When I came to college, I was fairly certain that I was going to be a double major in math and music; those predictions have, years later, come true. However, my first semester, I had a large open block in my schedule once I had planned my required math courses and an interesting first-year seminar. And so, I looked down the course registry, and something caught my eye. I thought about that notorious trope. This class could be interesting, I thought. It’s something I’ve always wanted to learn, but was never offered in my high school. Maybe, I’ll be a secret genius, or at least discover I have some aptitude for it. So I registered.
That subject was first-year Mandarin. And I was not a secret genius. Very far from it, in fact.
Chinese 001, Introduction to Mandarin, is offered every fall, and 002 is offered every spring; the two courses are designed to be taken over the course of a full academic year (though placement into 002 is possible). Many students (i.e. everyone in my lecture section except me) have some degree of prior knowledge of the language, but it is designed to be accessible to complete beginners. The class meets every day; M-W-F are drill sections, where one practices, and T-Th are lectures, where one learns new content. Drill and lecture are registered for independently from one another, meaning you will have been a part of four separate classes by the end of the year; you will know most people taking first-year Mandarin well, and will have struggled to talk to them many times over about favorite foods and directions to train stations. These classes are not large. In my first semester, my drill had exactly three people in it every day: the professor, a senior, named Hannah, and me.

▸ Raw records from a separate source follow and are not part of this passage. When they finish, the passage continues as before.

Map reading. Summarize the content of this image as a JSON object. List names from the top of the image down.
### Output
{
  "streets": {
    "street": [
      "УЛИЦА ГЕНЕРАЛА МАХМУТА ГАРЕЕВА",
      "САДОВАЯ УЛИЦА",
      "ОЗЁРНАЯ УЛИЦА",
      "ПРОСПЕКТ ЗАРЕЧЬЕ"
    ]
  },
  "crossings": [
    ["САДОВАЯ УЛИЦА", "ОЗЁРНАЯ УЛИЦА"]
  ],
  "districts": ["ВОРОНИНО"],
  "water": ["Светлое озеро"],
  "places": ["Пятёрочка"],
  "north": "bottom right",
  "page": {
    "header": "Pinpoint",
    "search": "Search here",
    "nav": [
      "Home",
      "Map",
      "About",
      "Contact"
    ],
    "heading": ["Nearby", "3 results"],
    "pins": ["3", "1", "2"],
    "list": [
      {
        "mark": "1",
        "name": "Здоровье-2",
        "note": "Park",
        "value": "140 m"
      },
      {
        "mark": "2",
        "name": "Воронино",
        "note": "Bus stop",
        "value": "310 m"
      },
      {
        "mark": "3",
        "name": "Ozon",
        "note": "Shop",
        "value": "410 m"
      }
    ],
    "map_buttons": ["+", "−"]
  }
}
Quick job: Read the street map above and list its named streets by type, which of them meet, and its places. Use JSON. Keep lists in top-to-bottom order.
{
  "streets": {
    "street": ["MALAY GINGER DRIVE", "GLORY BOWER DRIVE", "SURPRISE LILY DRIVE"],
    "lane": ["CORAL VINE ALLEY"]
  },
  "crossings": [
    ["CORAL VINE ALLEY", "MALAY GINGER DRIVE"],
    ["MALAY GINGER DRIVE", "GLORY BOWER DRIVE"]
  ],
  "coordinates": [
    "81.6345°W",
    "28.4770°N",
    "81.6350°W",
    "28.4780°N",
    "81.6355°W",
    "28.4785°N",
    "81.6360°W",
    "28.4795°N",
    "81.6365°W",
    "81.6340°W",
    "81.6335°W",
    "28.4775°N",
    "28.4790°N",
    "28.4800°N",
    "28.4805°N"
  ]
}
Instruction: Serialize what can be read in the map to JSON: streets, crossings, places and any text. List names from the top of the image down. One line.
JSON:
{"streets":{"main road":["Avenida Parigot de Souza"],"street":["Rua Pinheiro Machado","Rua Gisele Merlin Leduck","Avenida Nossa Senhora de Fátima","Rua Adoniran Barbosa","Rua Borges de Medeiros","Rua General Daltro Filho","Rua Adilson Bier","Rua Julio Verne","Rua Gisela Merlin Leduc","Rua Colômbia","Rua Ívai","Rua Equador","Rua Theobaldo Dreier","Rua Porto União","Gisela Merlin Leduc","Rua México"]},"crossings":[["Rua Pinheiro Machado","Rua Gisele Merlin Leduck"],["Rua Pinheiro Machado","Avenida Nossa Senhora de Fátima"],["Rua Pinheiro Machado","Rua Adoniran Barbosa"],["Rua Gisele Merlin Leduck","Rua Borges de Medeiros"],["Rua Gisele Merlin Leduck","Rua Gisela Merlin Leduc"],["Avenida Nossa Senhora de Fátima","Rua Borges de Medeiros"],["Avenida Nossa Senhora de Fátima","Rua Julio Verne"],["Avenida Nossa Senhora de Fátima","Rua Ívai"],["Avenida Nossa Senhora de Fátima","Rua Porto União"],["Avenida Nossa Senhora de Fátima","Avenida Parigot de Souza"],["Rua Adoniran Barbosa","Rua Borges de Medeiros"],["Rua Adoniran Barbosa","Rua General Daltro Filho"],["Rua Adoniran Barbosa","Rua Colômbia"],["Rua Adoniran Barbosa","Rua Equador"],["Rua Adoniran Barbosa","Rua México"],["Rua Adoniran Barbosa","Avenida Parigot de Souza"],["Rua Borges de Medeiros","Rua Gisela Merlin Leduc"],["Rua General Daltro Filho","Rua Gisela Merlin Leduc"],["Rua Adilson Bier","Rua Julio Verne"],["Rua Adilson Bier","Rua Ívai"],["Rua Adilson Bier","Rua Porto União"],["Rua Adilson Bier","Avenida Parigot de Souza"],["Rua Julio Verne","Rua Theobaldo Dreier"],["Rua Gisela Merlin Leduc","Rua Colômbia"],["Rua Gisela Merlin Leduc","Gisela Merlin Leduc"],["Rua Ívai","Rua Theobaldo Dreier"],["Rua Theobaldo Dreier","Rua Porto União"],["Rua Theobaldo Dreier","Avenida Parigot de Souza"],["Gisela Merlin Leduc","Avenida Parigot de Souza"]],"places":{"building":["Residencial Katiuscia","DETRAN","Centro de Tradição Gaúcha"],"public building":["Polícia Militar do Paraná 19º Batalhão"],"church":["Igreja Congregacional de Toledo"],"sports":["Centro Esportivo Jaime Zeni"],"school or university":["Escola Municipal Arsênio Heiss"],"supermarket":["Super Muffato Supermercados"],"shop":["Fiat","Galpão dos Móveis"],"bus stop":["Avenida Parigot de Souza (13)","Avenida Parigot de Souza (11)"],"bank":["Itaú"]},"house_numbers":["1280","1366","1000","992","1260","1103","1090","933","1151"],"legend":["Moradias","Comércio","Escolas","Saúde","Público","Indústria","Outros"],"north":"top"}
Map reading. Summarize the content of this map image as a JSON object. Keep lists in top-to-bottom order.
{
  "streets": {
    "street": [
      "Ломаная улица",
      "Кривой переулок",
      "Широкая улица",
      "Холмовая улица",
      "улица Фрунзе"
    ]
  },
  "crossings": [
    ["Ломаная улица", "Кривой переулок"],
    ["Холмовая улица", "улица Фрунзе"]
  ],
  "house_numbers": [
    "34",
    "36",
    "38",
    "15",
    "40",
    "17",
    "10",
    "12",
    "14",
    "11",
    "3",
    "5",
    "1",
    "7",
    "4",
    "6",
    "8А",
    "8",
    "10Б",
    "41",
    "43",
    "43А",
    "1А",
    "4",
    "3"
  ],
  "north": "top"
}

I had no Chinese name; one of the first things the professors did was give me one. I was, for an hour a day, not Spencer, but 書彬 (Shūbīn). The first few classes were dedicated primarily to learning how to properly pronounce words in a tonal language. This was the basis of everything that would come after, so it was crucial that we knew what we were doing (to this day, I still get occasional compliments on my pronunciation, even if I cannot remember the word for soup). Then came the words, the characters, the writing system, the grammar, and everything else. And so, the challenge began.
Chinese remains the most challenging class I have taken at Swarthmore. Other things have been difficult, other things have been complex, other things have taken time, but nothing has demanded I reshape the workings of my brain in quite the same way. While others seemed to be able to recall every single character, I struggled to remember how to write my own name for a week. While others could combine grammatical structures in ingenious ways, I kept on accidentally saying that I wanted to eat French people instead of French food because I could not disentangle the sentence in my mind. While others could join words of all different tones together in long, fluid strings, I had to (for the first little bit at least) physically conduct out the directions of the tones–high, rising, scooping, and falling–with my finger as I said them to ensure I did not blur them together.
It was exhilarating. In terms of the sheer volume of things I learned, and the change in competency and capability from the first class to the last, Mandarin is (and probably always will be) the undisputed champion. Near the end of the first semester, they had all of us give interviews to graduate students in education from Hong Kong. No scripts, no recordings, simply writing down everything live. This was a terrifying proposition; I felt like I could barely keep up a conversation, and now had to participate in a dialogue with someone I didn’t know. And yet (with the help of a crash course the day before on various critical phrases such as “could you please repeat that,” “I don’t know that word,” “could you please talk slower”), I managed to do it. I, in a language I first spoke four months ago, had managed to talk to someone for almost twenty minutes about their life. She had a turtle named 小鬼 (xiǎoguǐ, translating to “little demon”). I was kind of shocked as I left the interview that I had managed to keep it together the whole time.
The class never got easier for me; I was consistently the last person in the room to master concepts. Every new sentence structure was a mountain to climb, every new character a challenge to memorize. Near the end of the second semester, we had to write a ~600 word essay. Even writing something that short, fewer words even than this post, was Herculean. And with great effort comes great payoff, and I managed to write my little essay about my favorite restaurant in Swarthmore. I was darn proud of it.
Take classes on whims. Force yourself to readjust your brain. It is rewarding like nothing else. You may be bad at it, and you may stay bad at it; I certainly did. But the thrill of exploring new territory and the satisfaction when you see how far up the mountain you have climbed will be well worth it.